The response is to be the full listing, set down exactly.

==== RECORDS TO PROCESS ====

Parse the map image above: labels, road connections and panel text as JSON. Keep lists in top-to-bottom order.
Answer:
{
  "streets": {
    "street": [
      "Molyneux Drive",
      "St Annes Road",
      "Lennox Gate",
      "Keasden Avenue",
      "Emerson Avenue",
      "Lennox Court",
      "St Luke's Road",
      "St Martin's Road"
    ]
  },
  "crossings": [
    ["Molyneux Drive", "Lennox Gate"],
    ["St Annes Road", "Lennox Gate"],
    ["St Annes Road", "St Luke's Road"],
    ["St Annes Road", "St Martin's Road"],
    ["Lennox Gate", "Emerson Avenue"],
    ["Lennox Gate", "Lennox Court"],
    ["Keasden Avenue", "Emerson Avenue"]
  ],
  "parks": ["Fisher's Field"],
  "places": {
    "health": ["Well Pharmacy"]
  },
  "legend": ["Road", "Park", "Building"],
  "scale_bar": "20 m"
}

====

## EXERCISE OUTPUT
Parse the map image above: labels, road connections and panel text as JSON. Keep lists in top-to-bottom order.
Answer:
{
  "streets": {
    "street": [
      "Molyneux Drive",
      "St Annes Road",
      "Lennox Gate",
      "Keasden Avenue",
      "Emerson Avenue",
      "Lennox Court",
      "St Luke's Road",
      "St Martin's Road"
    ]
  },
  "crossings": [
    ["Molyneux Drive", "Lennox Gate"],
    ["St Annes Road", "Lennox Gate"],
    ["St Annes Road", "St Luke's Road"],
    ["St Annes Road", "St Martin's Road"],
    ["Lennox Gate", "Emerson Avenue"],
    ["Lennox Gate", "Lennox Court"],
    ["Keasden Avenue", "Emerson Avenue"]
  ],
  "parks": ["Fisher's Field"],
  "places": {
    "health": ["Well Pharmacy"]
  },
  "legend": ["Road", "Park", "Building"],
  "scale_bar": "20 m"
}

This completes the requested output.